Exercise details: The answer consists solely of the listing's lines from the first through the line containing "position:absolute; left:0px; top:0px;", each reproduced exactly.

Material for this exercise:
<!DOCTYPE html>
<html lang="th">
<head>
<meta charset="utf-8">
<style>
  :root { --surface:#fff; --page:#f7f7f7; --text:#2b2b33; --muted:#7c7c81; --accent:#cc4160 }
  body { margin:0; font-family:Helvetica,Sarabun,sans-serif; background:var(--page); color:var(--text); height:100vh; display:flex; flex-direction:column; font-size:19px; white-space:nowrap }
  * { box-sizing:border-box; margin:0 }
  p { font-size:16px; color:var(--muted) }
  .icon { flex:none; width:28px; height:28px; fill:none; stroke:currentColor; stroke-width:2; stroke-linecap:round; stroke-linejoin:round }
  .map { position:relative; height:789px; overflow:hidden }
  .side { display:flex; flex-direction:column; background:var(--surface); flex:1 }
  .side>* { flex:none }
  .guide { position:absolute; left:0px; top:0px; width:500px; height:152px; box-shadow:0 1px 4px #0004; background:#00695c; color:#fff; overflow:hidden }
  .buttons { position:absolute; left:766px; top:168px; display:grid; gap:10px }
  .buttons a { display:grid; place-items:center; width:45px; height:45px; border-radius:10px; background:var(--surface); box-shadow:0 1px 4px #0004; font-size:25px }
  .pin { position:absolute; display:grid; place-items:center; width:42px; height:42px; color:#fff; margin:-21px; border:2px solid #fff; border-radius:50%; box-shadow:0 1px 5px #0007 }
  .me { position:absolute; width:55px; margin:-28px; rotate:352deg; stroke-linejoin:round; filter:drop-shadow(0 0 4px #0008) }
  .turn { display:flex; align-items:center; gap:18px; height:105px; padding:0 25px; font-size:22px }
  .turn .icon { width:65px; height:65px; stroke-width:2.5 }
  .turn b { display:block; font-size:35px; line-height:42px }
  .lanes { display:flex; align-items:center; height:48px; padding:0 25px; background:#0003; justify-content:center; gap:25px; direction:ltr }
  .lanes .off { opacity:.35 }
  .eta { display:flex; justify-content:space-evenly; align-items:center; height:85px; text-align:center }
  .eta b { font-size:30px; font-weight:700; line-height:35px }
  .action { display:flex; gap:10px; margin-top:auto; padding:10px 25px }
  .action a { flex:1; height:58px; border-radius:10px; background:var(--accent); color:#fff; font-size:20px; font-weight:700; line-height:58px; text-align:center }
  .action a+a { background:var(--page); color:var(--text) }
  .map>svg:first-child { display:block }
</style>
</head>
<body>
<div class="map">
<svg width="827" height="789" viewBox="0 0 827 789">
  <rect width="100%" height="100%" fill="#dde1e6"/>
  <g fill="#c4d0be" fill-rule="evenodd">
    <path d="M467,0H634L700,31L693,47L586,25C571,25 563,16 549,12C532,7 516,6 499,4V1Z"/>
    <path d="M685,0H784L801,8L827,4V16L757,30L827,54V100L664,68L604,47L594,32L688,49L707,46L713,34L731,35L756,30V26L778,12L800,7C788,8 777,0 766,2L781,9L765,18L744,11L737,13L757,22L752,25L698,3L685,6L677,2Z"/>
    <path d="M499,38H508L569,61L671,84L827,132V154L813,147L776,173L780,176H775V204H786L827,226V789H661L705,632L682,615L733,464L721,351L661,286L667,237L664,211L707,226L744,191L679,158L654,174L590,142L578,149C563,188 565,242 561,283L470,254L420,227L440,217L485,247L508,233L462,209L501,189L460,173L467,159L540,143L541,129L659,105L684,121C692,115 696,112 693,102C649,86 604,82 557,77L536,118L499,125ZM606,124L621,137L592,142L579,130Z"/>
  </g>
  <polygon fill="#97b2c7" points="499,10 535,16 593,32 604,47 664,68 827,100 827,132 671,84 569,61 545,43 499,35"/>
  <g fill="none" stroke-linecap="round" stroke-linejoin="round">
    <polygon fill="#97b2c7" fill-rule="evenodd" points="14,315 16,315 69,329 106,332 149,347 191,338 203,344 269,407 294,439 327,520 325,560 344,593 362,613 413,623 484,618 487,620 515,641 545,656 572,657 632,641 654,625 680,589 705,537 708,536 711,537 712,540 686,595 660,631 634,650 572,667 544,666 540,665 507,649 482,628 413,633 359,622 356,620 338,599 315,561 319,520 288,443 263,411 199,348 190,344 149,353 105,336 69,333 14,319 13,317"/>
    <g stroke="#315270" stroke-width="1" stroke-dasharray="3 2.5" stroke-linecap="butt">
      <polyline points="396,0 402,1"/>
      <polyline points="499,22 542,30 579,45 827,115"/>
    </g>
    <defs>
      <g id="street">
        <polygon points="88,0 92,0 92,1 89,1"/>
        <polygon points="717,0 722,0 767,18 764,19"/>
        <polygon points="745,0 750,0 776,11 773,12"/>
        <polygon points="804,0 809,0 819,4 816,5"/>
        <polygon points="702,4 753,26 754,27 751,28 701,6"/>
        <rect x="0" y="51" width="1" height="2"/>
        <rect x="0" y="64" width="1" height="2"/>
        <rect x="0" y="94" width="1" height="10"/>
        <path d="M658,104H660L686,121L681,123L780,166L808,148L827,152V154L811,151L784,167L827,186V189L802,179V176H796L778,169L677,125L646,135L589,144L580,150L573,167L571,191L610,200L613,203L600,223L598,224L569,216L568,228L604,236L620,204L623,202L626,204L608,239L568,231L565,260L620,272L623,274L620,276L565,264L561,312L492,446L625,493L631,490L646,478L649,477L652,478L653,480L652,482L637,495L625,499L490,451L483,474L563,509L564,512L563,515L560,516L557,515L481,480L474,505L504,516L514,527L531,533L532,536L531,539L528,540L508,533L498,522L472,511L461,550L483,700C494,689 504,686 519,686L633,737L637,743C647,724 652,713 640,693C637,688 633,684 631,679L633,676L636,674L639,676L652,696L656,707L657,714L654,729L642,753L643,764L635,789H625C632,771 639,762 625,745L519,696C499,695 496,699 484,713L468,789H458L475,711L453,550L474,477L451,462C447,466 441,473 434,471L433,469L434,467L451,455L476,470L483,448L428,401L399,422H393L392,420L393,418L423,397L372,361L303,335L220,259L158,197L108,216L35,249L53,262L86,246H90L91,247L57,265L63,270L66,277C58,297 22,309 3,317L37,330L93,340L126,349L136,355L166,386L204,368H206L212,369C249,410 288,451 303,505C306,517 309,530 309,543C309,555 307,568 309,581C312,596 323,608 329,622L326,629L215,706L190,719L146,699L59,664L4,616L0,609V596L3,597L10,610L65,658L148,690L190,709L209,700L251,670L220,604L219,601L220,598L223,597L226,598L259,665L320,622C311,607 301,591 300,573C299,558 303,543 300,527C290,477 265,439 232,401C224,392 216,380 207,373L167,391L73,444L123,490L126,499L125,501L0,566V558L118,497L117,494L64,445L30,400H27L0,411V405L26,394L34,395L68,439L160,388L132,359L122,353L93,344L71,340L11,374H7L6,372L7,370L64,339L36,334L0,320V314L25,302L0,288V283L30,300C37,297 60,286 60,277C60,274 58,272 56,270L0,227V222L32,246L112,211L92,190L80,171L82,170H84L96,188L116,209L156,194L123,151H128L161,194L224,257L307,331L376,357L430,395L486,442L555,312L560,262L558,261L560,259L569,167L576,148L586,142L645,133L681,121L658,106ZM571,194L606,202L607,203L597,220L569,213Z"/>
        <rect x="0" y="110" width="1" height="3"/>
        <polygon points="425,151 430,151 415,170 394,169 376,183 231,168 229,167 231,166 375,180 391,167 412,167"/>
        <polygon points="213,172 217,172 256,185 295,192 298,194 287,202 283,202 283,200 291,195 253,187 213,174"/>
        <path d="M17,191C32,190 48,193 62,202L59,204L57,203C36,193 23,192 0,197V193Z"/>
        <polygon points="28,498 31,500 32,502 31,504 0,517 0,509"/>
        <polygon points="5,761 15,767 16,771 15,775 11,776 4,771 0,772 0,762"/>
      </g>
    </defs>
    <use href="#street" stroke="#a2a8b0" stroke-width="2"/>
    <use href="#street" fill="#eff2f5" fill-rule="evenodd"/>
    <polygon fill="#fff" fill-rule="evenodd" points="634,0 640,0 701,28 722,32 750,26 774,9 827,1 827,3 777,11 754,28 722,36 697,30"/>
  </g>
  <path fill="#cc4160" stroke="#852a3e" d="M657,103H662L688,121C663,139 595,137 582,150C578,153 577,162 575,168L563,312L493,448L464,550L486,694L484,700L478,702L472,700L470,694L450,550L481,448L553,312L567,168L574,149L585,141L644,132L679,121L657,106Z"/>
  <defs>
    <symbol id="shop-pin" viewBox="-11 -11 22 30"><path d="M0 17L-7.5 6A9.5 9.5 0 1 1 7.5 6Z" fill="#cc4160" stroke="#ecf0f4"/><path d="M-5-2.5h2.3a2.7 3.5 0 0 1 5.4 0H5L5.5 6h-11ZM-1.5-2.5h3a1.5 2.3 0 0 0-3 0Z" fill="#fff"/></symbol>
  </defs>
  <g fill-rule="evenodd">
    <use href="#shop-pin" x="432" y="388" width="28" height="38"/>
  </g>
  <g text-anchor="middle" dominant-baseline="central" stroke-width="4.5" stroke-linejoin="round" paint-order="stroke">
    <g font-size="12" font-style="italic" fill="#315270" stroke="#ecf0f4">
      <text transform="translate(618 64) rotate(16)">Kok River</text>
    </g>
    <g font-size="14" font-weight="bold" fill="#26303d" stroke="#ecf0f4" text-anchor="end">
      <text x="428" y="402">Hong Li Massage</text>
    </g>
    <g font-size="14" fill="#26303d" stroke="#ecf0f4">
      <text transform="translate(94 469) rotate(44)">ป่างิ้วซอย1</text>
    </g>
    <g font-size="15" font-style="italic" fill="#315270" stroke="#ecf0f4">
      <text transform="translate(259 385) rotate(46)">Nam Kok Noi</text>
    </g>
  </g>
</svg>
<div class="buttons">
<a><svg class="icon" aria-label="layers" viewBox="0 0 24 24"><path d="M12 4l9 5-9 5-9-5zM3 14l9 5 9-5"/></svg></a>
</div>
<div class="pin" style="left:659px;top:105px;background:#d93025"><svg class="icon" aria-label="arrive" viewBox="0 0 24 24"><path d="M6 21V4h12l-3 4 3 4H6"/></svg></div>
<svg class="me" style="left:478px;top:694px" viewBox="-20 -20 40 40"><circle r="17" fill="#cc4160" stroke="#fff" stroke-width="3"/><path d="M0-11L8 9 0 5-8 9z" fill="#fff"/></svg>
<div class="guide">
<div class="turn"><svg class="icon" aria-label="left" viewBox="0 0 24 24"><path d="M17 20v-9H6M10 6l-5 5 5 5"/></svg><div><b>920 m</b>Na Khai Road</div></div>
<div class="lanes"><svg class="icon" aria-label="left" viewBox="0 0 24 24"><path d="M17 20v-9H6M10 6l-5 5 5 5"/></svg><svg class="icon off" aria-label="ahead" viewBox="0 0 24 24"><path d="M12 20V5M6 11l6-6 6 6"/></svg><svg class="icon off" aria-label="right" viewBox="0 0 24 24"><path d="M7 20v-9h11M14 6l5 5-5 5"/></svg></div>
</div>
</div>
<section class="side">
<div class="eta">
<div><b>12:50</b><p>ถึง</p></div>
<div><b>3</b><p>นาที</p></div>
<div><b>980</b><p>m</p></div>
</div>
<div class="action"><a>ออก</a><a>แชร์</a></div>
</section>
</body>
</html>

Result of this exercise:
<!DOCTYPE html>
<html lang="th">
<head>
<meta charset="utf-8">
<style>
  :root { --surface:#fff; --page:#f7f7f7; --text:#2b2b33; --muted:#7c7c81; --accent:#cc4160 }
  body { margin:0; font-family:Helvetica,Sarabun,sans-serif; background:var(--page); color:var(--text); height:100vh; display:flex; flex-direction:column; font-size:19px; white-space:nowrap }
  * { box-sizing:border-box; margin:0 }
  p { font-size:16px; color:var(--muted) }
  .icon { flex:none; width:28px; height:28px; fill:none; stroke:currentColor; stroke-width:2; stroke-linecap:round; stroke-linejoin:round }
  .map { position:relative; height:789px; overflow:hidden }
  .side { display:flex; flex-direction:column; background:var(--surface); flex:1 }
  .side>* { flex:none }
  .guide { position:absolute; left:0px; top:0px; width:500px; height:152px; box-shadow:0 1px 4px #0004; background:#00695c; color:#fff; overflow:hidden }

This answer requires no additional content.